352 pages, Del Rey, ISBN-13: 978-0345490179
In the early oughts, Del Rey began producing the complete works of Robert E. Howard; Kull: Exile of Atlantis, illustrated by Justin Sweet, was the sixth volume to be published. This edition likewise has all of the tales ever published dealing with the wandering exile from the Sunken Lands, along with a collection of sundry materials, again printed in the order they were written and published: the stories The Altar and the Scorpion, By This Axe I Rule!, The Cat and the Skull, The Curse of the Golden Skull, Exile of Atlantis (untitled story), Kings of the Night, The Mirrors of Tuzun Thune, The Screaming Skull of Silence, The Shadow Kingdom, The Striking of the Gong and Swords of the Purple Kingdom; the poems Am-ra the Ta-an, The King and the Oak and Summer Morn; and the miscellanea The Black City (fragment), Untitled draft (“‘Thus,’ said Tu…”), Untitled fragment (“A land of wild, fantastic beauty…”), Untitled fragment (“So I set out up the hill-trail…”) and Untitled fragment (“Three men sat…”).
Kull is a very different character from Howard’s other, better known characters (*cough* CONAN! *cough*), and shows a moody, almost dreamlike quality in most of their plots and the main character’s action. As mentioned several times before, Howard wrote in the 1920’s and 1930’s, the heyday of the pulp magazine era, and not all modern fantasy fans will enjoy his writing – but he is a superb storyteller, and I think most modern fans cheat themselves if they don’t sample his oeuvre of fantasy and adventure, especially in the case of this volume. An adventurer from Atlantis who had risen to the kingship of the ancient kingdom of Valusia, Kull was in fact the precursor to Howard’s more famous later-day character, but he was so much more than a prototype. For starters, Kull is a much more introspective (to say nothing of moody) character, given to philosophical inquiries into the nature of reality and his own existence. As barbarians go, he’s deep, man.

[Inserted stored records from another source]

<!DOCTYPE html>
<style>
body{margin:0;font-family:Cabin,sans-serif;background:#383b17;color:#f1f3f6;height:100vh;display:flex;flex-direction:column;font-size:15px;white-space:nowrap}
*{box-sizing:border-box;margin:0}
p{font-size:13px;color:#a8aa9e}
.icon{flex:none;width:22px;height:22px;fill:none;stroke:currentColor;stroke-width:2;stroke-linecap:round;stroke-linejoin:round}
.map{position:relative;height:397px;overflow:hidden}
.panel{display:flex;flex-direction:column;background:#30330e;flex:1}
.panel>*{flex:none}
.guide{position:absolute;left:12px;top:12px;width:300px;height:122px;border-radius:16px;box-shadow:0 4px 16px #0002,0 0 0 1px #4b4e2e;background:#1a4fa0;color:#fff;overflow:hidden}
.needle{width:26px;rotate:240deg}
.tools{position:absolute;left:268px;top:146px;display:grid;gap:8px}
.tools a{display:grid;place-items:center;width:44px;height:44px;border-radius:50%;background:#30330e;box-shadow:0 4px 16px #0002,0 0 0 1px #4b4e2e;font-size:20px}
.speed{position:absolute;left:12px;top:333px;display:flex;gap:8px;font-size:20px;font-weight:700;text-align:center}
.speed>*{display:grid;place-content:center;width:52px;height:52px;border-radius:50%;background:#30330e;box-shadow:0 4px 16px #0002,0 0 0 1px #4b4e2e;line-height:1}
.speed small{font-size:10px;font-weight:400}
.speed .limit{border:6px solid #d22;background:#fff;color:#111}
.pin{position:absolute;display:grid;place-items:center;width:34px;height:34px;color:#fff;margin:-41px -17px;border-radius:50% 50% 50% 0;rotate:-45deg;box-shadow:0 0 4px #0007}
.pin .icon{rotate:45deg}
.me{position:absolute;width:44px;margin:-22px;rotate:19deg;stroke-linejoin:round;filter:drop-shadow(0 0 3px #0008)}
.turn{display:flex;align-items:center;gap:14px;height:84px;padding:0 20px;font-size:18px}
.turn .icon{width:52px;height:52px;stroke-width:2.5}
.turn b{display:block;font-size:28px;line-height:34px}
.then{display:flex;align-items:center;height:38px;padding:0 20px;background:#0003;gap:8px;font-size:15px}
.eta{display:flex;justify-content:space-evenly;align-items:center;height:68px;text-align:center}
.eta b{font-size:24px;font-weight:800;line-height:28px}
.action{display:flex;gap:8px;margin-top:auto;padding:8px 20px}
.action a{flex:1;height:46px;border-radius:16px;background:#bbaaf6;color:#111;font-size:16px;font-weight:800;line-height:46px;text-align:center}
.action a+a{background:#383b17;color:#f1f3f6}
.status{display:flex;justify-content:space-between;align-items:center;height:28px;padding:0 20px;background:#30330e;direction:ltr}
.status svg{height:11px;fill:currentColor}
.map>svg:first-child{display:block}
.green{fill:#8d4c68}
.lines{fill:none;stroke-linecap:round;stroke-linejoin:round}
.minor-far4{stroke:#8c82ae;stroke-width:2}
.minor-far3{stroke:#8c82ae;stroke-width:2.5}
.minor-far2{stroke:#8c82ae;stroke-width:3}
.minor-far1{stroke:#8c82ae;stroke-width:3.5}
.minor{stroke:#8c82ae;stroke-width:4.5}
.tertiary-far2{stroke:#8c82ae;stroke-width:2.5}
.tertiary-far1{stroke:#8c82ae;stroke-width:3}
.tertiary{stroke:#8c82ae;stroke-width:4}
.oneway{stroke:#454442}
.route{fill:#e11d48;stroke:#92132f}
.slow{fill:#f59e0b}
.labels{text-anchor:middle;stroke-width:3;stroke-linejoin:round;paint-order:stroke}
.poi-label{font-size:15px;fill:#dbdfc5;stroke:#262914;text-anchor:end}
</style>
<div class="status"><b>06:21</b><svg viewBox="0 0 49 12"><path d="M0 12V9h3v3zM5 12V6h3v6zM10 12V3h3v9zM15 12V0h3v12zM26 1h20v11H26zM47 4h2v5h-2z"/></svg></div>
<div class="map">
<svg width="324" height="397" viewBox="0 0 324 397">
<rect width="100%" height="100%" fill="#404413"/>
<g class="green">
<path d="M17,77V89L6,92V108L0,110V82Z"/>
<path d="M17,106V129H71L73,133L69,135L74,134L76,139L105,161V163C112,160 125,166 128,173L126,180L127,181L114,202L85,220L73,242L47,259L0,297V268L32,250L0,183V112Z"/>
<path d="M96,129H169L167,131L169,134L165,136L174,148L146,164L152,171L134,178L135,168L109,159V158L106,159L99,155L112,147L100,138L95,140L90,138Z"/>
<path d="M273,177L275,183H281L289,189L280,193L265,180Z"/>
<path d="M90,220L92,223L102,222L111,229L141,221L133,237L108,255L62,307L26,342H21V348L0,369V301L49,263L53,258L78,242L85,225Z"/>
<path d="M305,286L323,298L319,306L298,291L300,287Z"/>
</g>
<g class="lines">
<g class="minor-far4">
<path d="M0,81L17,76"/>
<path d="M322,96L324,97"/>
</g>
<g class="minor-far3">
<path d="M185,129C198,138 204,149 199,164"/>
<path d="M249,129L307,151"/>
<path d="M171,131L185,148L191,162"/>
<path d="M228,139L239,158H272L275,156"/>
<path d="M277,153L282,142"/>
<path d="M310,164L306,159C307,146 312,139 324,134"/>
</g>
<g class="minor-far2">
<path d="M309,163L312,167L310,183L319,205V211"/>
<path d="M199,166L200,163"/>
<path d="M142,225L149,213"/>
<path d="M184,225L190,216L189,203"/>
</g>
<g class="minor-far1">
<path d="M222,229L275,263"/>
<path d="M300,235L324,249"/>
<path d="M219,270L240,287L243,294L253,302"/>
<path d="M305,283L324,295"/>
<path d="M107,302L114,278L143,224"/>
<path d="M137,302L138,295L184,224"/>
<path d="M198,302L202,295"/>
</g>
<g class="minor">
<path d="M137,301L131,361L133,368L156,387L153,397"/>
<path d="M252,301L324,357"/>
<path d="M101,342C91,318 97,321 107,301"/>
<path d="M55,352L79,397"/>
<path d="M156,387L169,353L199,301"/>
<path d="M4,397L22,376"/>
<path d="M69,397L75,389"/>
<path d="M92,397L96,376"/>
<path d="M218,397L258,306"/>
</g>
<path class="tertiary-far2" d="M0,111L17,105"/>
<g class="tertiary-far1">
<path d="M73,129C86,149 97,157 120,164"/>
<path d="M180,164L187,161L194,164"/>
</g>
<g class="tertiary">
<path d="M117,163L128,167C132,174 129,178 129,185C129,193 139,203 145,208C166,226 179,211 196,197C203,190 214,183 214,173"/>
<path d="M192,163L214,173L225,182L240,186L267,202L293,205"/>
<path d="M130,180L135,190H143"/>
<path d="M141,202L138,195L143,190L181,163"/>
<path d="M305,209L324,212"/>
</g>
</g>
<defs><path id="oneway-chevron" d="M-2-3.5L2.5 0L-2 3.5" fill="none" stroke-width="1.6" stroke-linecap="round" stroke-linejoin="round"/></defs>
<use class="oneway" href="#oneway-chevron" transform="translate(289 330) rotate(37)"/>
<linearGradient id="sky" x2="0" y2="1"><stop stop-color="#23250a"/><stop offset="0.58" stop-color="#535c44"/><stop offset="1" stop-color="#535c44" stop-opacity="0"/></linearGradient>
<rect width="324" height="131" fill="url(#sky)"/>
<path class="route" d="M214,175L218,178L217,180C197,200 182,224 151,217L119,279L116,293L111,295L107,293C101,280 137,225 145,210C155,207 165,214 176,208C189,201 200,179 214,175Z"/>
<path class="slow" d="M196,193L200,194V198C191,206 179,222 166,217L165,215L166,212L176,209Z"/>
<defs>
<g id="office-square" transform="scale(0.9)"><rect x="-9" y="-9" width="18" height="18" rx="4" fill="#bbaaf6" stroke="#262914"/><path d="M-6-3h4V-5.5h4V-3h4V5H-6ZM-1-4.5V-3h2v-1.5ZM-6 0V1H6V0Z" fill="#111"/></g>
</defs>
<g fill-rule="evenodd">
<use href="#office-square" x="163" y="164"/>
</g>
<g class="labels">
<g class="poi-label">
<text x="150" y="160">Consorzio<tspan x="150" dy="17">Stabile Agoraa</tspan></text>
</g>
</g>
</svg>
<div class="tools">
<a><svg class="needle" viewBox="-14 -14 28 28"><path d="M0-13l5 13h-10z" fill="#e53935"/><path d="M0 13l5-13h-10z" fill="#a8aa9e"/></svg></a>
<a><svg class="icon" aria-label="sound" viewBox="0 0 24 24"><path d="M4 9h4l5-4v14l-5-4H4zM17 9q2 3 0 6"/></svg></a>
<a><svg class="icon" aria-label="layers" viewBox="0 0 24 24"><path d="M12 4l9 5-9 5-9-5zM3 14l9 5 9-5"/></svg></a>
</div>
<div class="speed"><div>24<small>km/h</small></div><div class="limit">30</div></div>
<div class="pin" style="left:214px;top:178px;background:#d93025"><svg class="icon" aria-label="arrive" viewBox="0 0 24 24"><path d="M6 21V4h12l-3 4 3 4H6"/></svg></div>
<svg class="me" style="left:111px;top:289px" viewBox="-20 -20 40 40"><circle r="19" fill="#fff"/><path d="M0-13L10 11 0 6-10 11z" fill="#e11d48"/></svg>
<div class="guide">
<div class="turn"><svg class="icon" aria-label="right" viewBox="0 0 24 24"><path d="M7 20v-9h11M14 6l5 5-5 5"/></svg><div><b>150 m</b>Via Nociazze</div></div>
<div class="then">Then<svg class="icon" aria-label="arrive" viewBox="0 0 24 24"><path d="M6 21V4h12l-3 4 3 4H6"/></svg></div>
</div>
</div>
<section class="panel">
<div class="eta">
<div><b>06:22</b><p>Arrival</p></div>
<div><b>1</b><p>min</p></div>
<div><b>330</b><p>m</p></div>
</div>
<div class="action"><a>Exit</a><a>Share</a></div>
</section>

Only three of Howard’s Kull stories were published during his lifetime (he died by his own hand in 1936), but he wrote or started at least nine other Kull stories and a poem about the brooding warrior king before aborting the series for other characters. Beginning with the August 1929 edition of Weird Tales and the story The Shadow Kingdom, Kull was unleashed upon the world. Any fan of Sword & Sorcery fantasy (and of Howard in particular) will want to explore the Kull stories in-depth and how his interpretations of well-known myths and places differed from established lore; in short, his Atlantis was a home to hostile and xenophobic barbarian tribes, rather than to an advanced civilization as implied by Plato and later the Theosophists. Thus, we see young Kull exiled from his homeland after thwarting his particular tribe’s attempt to burn a young woman at the stake for marrying outside of the tribe, an example of the extreme antipathy Howard’s Atlanteans hold towards outsiders.
The Shadow Kingdom introduces Kull as the newly crowned king of the ancient and proud land of Valusia, considered the foremost power in this antediluvian world setting. Kull is an uneasy king, however, as he has taken the throne by force via revolution, and he mistrusts many of his court and subjects. When approached by the ambassador of the Picts, an island nation hostile to his former home Atlantis, he is at first wary, but later comes to trust the Pictish ambassador Kanu, an elderly sage still spry and wise in the ways of the world, along with a Pictish war chief/warrior attached to the Pictish embassy known as Brule the Spear Slayer. The story revolves around an evil ancient race of Serpent Men who can take the form and semblance of anyone, and as such, it’s a masterpiece of paranoia that predates such later classics of the trope. Another story in the collection of interest to fantasy readers is By This Axe I Rule! which is a pretty straightforward adventure story in which a cabal of plotters spring a plot to assassinate Kull, for various reasons of their own. Some, such as the poet Ridondo, see Kull as a reactionary tyrant and wish to return to the “good old days,” forgetting that the previous king was in truth more of a despot than Kull ever thought of being, while others seek power for themselves. The major interest in this story is that Howard later re-wrote parts of it, adding in supernatural elements and removing a romantic subplot between two minor characters, and called the new version “The Phoenix on the Sword” and introduced the more popular character Conan in the newer version in the December, 1932 issue of Weird Tales.
The artwork by Justin Sweet captures the pulp magazine style and feel of the original published stories, and the essays by Steve Tompkins and Patrice Louinet are excellent at explaining the context and background of the stories.